Tune XGBoost parameters automatically. User needs to prepare a training set and a validation set to get it working.
In your python script:
from auto_parameter_tuner import auto_parameter_tuner
params, model = auto_parameter_tuner(DM_train, DM_valid,
objective = 'reg:linear',
eval_metric ='rmse',
show_details = True,
seed = 0)
Instead of performing grid search (which is pretty time consuming), the algorithm tunes parameters by a few steps:
Step 1. Tune eta + max_depth simulaneously. eta = 0.03, 0.05, 0.1, max_depth = 3, 4, 5, 6, 7. (Do 15 searches) If the best max_depth is 7, it will continue to search max_depth = 8, 9, ... until eval_metric cannot get better.

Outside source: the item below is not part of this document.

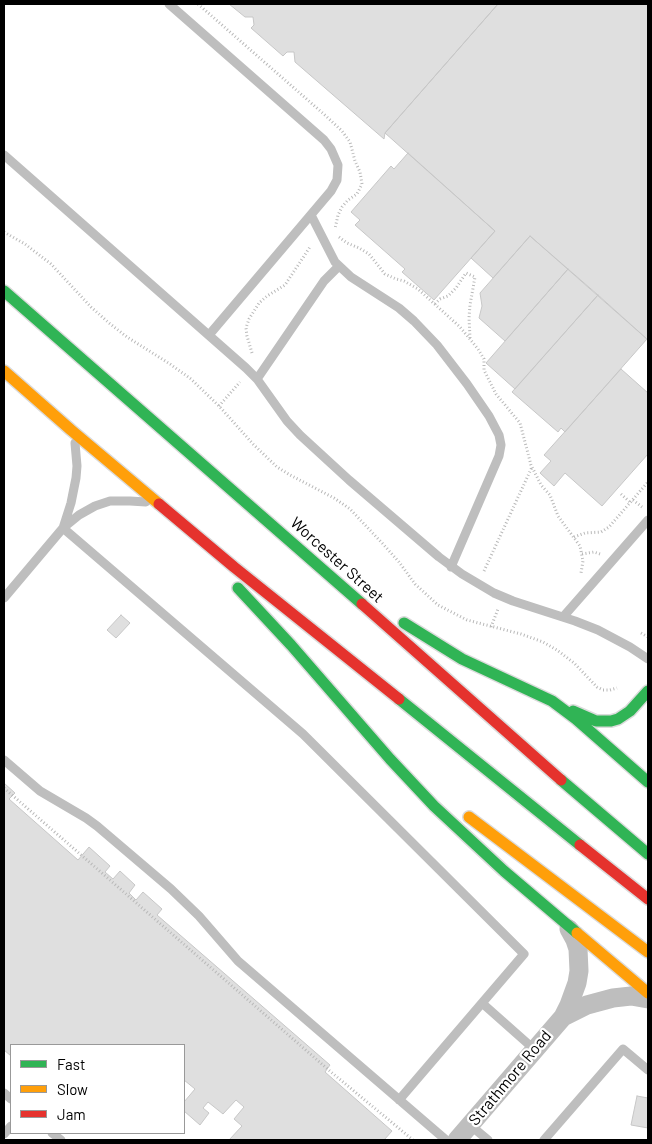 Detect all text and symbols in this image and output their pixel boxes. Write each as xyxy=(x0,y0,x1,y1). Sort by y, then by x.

Step 2. Fix the best eta + max_depth values obtained from Step 1, tune lambda, gamma simulaneously. lambda = 0.5, 1, 2, 4, 8, gamma = 0, 0.5, 1. (Do 15 searches)
Step 3. Tune colsample_bytree, subsample simulaneously. values for both parameters are picked from 0.6, 0.7, 0.8, 0.85, 0.9, 0.95, 1 (Do 49 searches)
Step 4. Fine tune lambda, gamma, colsample_bytree, subsample.